When I listened to Princess Élisabeth and Prince Gabriel's speeches at Queen Fabiola's funeral and the WW1 centennial, I noticed that their Dutch was quite distinctly French-accented, despite their attending Batavophone schools.
I think the primacy of French (or their mother's heavily French-accented Dutch) in their upbringing shows itself in their un-Germanic prosody. They don't stress the syllables that must be stressed in Dutch, but have more of the fluid stress of French. Additionally they don't distinguish well between long and short vowels, something which is essential in Dutch and inexistant in French.
I was also quite baffled by their use of a uvular r in Dutch, but I now see that the Brussels Flemish dialect (together with Gents) actually uses uvular r, although this cannot be said to be standard Flemish Dutch, can it?
Since so few criticize the young royals' Dutch compared to the massive critique launched upon the older generations, I'm starting to wonder, as a foreigner familiar with both Dutch and French, if Élisabeth and Gabriel actually speak some strange new sociolect: an artificial Dutch learned by a Francophone Brussels elite determined to be bilingual, i.e. the modern equivalent of Franskiljons....

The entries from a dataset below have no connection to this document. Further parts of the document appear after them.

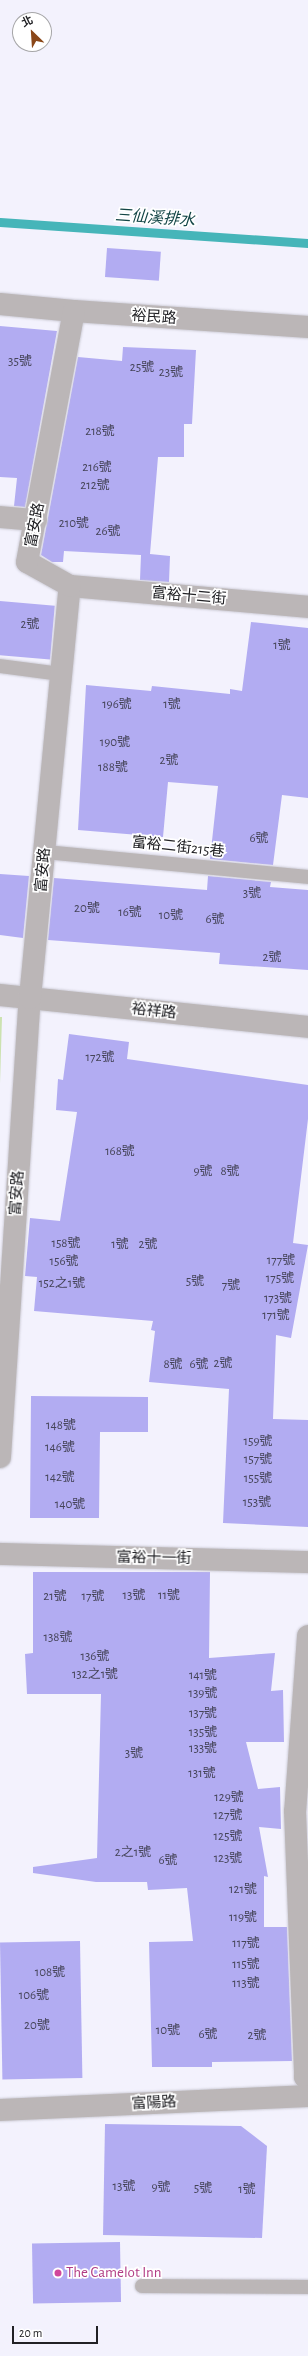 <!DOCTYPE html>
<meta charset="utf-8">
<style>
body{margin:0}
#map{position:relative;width:308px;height:2356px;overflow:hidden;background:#f3f2fd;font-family:"Alegreya Sans","Noto Sans TC",sans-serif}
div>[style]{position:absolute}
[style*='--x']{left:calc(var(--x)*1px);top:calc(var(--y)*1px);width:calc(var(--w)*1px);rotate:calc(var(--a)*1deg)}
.green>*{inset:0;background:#cce2b0}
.stream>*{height:9px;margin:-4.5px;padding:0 4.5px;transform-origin:4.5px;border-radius:4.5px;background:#46b5b9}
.building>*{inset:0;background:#b2acf2;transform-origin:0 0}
.roads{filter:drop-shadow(0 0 1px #cdccd6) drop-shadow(0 0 1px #cdccd6)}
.service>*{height:14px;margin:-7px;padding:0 7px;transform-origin:7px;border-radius:7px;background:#bbb6b7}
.minor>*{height:22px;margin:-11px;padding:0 11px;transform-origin:11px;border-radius:11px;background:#bbb6b7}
.dots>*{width:11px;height:11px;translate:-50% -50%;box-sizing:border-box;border:2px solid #fff;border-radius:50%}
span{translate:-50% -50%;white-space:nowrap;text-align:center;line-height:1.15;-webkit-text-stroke:3.5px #fff;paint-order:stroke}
.number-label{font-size:13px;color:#454458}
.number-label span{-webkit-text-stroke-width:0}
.street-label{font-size:15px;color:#212125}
.hotel-label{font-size:15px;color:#b23c85}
.left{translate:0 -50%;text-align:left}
.water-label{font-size:16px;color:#134546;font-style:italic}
.north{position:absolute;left:12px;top:12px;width:40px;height:40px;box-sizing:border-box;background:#fff;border:1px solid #a6a6a8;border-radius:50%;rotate:335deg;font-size:11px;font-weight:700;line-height:16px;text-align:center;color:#212125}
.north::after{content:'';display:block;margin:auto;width:14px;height:18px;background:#8a4719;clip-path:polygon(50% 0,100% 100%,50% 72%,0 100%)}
.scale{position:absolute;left:12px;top:2326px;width:86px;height:18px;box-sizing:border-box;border:2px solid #212125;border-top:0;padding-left:5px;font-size:12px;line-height:14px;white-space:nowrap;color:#212125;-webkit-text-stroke:3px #fff;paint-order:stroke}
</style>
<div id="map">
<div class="green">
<i style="clip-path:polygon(0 1017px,2px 1017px,0 1084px)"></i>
</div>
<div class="stream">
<i style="--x:0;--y:222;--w:309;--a:3.9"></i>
</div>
<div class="building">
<i style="left:107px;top:248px;width:54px;height:29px;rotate:4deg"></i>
<i style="clip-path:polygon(0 326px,57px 331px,25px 507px,14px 506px,17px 478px,0 477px)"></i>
<i style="clip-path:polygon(123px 347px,196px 350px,192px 424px,184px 424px,184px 457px,158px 457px,150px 554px,170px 556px,169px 582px,140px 580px,141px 555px,64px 551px,63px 562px,52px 562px,41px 555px,78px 357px,122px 361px)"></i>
<i style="left:0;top:601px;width:55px;height:54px;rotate:5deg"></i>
<i style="clip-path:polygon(251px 622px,308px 628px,308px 798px,282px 795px,273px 865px,210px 859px,218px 786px,168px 782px,163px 837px,78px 830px,86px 685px,151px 691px,152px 686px,230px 694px,230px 689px,242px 691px)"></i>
<i style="clip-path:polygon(0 874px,29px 876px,23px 938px,0 935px)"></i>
<i style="clip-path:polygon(208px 876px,271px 882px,270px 887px,308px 890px,308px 970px,219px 964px,220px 953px,48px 940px,54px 878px,207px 890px)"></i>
<i style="clip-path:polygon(69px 1034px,129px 1042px,127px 1059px,308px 1085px,308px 1119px,293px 1243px,308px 1245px,291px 1338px,276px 1335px,273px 1419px,308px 1420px,308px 1527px,223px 1523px,229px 1389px,149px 1382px,155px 1331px,151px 1330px,153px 1321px,34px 1311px,37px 1277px,25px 1276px,30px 1218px,60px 1221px,77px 1112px,56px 1110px,58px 1079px,63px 1080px)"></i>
<i style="clip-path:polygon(31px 1396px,148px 1397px,148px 1432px,100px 1432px,99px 1518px,30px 1518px)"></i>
<i style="clip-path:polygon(33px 1572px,210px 1572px,209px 1658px,275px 1653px,271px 1691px,283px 1690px,284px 1742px,246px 1742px,258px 1789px,280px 1787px,281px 1829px,259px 1827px,268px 1877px,264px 1876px,264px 1927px,287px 1927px,292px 2061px,212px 2062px,212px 2067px,152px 2067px,149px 1942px,193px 1941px,187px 1888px,148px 1890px,147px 1882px,96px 1882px,33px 1873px,33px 1867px,97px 1858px,101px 1694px,27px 1694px,25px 1654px,33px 1653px)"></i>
<i style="left:80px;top:1941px;width:137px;height:80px;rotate:89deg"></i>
<i style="clip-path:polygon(105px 2124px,241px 2126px,267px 2146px,262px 2238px,103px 2235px)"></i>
<i style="left:120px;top:2242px;width:60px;height:88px;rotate:89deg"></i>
</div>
<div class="roads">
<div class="service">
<i style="--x:0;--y:666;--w:62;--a:7.5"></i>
<i style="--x:44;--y:852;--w:265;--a:5.4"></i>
<i style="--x:142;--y:2286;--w:166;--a:0.3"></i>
</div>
<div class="minor">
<i style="--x:0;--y:304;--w:74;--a:5.4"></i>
<i style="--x:74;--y:311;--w:235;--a:3.9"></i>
<i style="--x:0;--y:517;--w:36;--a:5"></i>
<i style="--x:70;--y:586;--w:239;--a:5"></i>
<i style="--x:0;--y:995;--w:310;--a:5.9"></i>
<i style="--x:0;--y:1457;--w:460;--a:-86.3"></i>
<i style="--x:30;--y:998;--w:414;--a:-84.5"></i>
<i style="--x:70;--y:586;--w:49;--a:-150.8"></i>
<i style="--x:27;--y:562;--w:255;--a:-79.4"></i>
<i style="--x:0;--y:1554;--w:308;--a:1.5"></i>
<i style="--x:308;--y:1636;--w:175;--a:94.2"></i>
<i style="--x:295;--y:1811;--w:266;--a:87.8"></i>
<i style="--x:305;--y:2077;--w:5;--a:53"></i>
<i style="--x:0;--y:2110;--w:308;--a:-2.6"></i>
</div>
</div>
<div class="dots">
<i style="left:58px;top:2273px;background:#d1479c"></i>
</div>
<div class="number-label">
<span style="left:20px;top:362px">35號</span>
<span style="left:142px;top:368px">25號</span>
<span style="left:171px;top:373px">23號</span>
<span style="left:100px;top:432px">218號</span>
<span style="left:97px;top:468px">216號</span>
<span style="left:95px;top:486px">212號</span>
<span style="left:74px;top:524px">210號</span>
<span style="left:108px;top:532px">26號</span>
<span style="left:30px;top:625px">2號</span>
<span style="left:282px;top:646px">1號</span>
<span style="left:117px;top:705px">196號</span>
<span style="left:172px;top:705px">1號</span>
<span style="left:115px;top:743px">190號</span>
<span style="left:169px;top:761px">2號</span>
<span style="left:113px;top:768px">188號</span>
<span style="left:259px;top:839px">6號</span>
<span style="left:252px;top:894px">3號</span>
<span style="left:87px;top:909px">20號</span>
<span style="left:130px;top:913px">16號</span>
<span style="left:171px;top:916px">10號</span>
<span style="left:215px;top:920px">6號</span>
<span style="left:272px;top:958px">2號</span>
<span style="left:100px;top:1058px">172號</span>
<span style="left:120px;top:1152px">168號</span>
<span style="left:203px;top:1172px">9號</span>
<span style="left:230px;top:1172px">8號</span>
<span style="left:66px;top:1244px">158號</span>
<span style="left:120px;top:1245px">1號</span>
<span style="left:148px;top:1245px">2號</span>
<span style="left:281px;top:1261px">177號</span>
<span style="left:64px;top:1262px">156號</span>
<span style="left:280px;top:1279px">175號</span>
<span style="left:195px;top:1282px">5號</span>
<span style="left:62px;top:1284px">152之1號</span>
<span style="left:231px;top:1286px">7號</span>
<span style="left:278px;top:1299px">173號</span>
<span style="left:276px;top:1316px">171號</span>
<span style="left:223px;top:1364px">2號</span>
<span style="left:173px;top:1365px">8號</span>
<span style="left:199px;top:1365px">6號</span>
<span style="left:61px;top:1426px">148號</span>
<span style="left:258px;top:1442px">159號</span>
<span style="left:60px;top:1448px">146號</span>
<span style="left:258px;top:1460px">157號</span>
<span style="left:60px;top:1478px">142號</span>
<span style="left:258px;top:1479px">155號</span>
<span style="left:257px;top:1503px">153號</span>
<span style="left:70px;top:1505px">140號</span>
<span style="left:134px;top:1596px">13號</span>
<span style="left:169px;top:1596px">11號</span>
<span style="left:55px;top:1597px">21號</span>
<span style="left:93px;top:1597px">17號</span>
<span style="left:58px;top:1638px">138號</span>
<span style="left:95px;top:1657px">136號</span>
<span style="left:95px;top:1675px">132之1號</span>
<span style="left:203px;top:1676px">141號</span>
<span style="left:203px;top:1694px">139號</span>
<span style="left:203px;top:1714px">137號</span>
<span style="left:203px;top:1733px">135號</span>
<span style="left:203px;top:1749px">133號</span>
<span style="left:134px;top:1754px">3號</span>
<span style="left:202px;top:1774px">131號</span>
<span style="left:229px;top:1798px">129號</span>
<span style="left:228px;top:1816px">127號</span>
<span style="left:228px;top:1837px">125號</span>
<span style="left:133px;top:1853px">2之1號</span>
<span style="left:228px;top:1859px">123號</span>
<span style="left:168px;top:1861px">6號</span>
<span style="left:243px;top:1890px">121號</span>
<span style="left:243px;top:1918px">119號</span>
<span style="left:246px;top:1944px">117號</span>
<span style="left:246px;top:1965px">115號</span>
<span style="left:50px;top:1973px">108號</span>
<span style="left:246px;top:1984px">113號</span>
<span style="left:34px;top:1996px">106號</span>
<span style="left:37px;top:2026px">20號</span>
<span style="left:168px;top:2031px">10號</span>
<span style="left:208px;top:2035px">6號</span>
<span style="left:257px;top:2036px">2號</span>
<span style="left:124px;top:2187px">13號</span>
<span style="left:161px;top:2188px">9號</span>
<span style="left:203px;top:2189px">5號</span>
<span style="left:247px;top:2190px">1號</span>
</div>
<div class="street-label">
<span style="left:154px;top:317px;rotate:4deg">裕民路</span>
<span style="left:35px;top:525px;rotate:-79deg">富安路</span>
<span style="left:189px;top:596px;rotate:5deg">富裕十二街</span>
<span style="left:178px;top:847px;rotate:6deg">富裕二街215巷</span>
<span style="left:43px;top:870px;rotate:-85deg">富安路</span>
<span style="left:154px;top:1011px;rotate:6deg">裕祥路</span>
<span style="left:17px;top:1193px;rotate:-86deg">富安路</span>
<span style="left:154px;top:1558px;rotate:1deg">富裕十一街</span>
<span style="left:154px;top:2103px;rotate:-3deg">富陽路</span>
</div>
<div class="hotel-label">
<span class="left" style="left:66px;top:2273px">The Camelot Inn</span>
</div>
<div class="water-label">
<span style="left:155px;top:218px;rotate:4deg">三仙溪排水</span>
</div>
<div class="north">北</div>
<div class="scale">20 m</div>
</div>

NB - don't misunderstand. I don't criticize the children themselves, they just speak like they are taught and if all Belgians can understand them in their own mother tongue, then more power to them. What I find strange is that their parents were so determined to have them raised bilingually and then seem to have failed to give them a true Dutch accent, something which should be easy with regard to small children, who can pick up any language and accent in a way most adults can't. Perhaps the error is that they have learned too much Dutch from people who don't speak with a good Dutch accent (e.g. their parents) instead of truly native speakers?